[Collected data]
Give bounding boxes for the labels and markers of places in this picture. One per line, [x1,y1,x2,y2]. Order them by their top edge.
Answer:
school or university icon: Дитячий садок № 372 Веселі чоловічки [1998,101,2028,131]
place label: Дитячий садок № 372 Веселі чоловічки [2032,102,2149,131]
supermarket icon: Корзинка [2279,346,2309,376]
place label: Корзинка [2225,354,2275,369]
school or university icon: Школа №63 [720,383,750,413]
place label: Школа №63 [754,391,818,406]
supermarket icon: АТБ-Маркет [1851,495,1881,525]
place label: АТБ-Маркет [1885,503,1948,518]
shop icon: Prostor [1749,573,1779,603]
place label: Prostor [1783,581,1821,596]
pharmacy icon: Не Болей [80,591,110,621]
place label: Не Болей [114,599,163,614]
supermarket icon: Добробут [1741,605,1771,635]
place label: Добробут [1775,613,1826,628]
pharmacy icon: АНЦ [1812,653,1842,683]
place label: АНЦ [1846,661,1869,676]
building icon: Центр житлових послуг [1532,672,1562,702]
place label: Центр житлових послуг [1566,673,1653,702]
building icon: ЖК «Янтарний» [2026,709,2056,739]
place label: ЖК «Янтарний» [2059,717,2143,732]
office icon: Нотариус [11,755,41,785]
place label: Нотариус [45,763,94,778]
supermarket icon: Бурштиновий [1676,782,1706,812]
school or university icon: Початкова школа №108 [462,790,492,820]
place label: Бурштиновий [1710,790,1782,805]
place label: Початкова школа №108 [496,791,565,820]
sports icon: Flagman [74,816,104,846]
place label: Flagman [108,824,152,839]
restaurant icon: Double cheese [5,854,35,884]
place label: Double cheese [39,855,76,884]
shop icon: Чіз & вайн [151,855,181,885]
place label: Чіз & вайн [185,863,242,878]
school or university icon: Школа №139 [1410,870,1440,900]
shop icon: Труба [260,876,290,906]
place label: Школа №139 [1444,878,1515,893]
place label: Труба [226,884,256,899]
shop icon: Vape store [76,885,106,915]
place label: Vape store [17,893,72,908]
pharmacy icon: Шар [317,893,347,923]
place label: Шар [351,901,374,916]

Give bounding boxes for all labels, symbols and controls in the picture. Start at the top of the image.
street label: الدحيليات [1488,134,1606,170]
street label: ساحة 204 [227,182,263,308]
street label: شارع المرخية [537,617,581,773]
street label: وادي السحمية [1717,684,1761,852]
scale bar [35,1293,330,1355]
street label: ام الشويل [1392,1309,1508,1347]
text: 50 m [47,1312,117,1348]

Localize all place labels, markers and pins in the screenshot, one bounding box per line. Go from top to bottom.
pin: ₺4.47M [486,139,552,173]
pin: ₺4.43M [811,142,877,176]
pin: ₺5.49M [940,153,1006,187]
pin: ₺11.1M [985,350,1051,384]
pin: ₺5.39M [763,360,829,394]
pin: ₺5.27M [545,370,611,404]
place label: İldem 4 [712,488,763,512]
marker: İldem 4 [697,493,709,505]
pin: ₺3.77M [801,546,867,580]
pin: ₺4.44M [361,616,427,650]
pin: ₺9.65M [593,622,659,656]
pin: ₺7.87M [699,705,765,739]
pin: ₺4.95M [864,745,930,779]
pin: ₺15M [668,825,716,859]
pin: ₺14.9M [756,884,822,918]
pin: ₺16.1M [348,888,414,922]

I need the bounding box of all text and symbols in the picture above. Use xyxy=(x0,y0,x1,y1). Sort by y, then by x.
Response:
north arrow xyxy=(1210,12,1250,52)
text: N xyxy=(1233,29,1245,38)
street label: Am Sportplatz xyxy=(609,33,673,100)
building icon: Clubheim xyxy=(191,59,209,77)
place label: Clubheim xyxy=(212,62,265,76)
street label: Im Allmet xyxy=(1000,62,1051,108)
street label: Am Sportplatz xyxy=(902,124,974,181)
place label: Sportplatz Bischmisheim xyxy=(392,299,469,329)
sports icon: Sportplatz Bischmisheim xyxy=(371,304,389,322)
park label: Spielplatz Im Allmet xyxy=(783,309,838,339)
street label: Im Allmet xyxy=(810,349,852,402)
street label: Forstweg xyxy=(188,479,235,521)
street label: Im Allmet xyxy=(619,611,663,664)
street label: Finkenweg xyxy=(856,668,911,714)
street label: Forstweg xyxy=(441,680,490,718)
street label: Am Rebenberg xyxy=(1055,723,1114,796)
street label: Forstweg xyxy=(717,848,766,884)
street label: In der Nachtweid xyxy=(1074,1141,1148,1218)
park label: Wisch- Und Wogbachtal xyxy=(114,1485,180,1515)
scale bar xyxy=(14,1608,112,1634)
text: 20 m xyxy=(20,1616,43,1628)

» WORK REQUIRED: Exactly the lines from the one containing "Localize all place" to the final line of the data, both included, should be printed, and nothing more.

» REPLY TO THE EXERCISE:
Localize all place labels, markers and pins in the screenshot, one bounding box per line. Go from top to bottom.
pin: ₺4.47M [486,139,552,173]
pin: ₺4.43M [811,142,877,176]
pin: ₺5.49M [940,153,1006,187]
pin: ₺11.1M [985,350,1051,384]
pin: ₺5.39M [763,360,829,394]
pin: ₺5.27M [545,370,611,404]
place label: İldem 4 [712,488,763,512]
marker: İldem 4 [697,493,709,505]
pin: ₺3.77M [801,546,867,580]
pin: ₺4.44M [361,616,427,650]
pin: ₺9.65M [593,622,659,656]
pin: ₺7.87M [699,705,765,739]
pin: ₺4.95M [864,745,930,779]
pin: ₺15M [668,825,716,859]
pin: ₺14.9M [756,884,822,918]
pin: ₺16.1M [348,888,414,922]

I need the bounding box of all text and symbols in the picture above. Use xyxy=(x0,y0,x1,y1). Sort by y, then by x.
Response:
north arrow xyxy=(1210,12,1250,52)
text: N xyxy=(1233,29,1245,38)
street label: Am Sportplatz xyxy=(609,33,673,100)
building icon: Clubheim xyxy=(191,59,209,77)
place label: Clubheim xyxy=(212,62,265,76)
street label: Im Allmet xyxy=(1000,62,1051,108)
street label: Am Sportplatz xyxy=(902,124,974,181)
place label: Sportplatz Bischmisheim xyxy=(392,299,469,329)
sports icon: Sportplatz Bischmisheim xyxy=(371,304,389,322)
park label: Spielplatz Im Allmet xyxy=(783,309,838,339)
street label: Im Allmet xyxy=(810,349,852,402)
street label: Forstweg xyxy=(188,479,235,521)
street label: Im Allmet xyxy=(619,611,663,664)
street label: Finkenweg xyxy=(856,668,911,714)
street label: Forstweg xyxy=(441,680,490,718)
street label: Am Rebenberg xyxy=(1055,723,1114,796)
street label: Forstweg xyxy=(717,848,766,884)
street label: In der Nachtweid xyxy=(1074,1141,1148,1218)
park label: Wisch- Und Wogbachtal xyxy=(114,1485,180,1515)
scale bar xyxy=(14,1608,112,1634)
text: 20 m xyxy=(20,1616,43,1628)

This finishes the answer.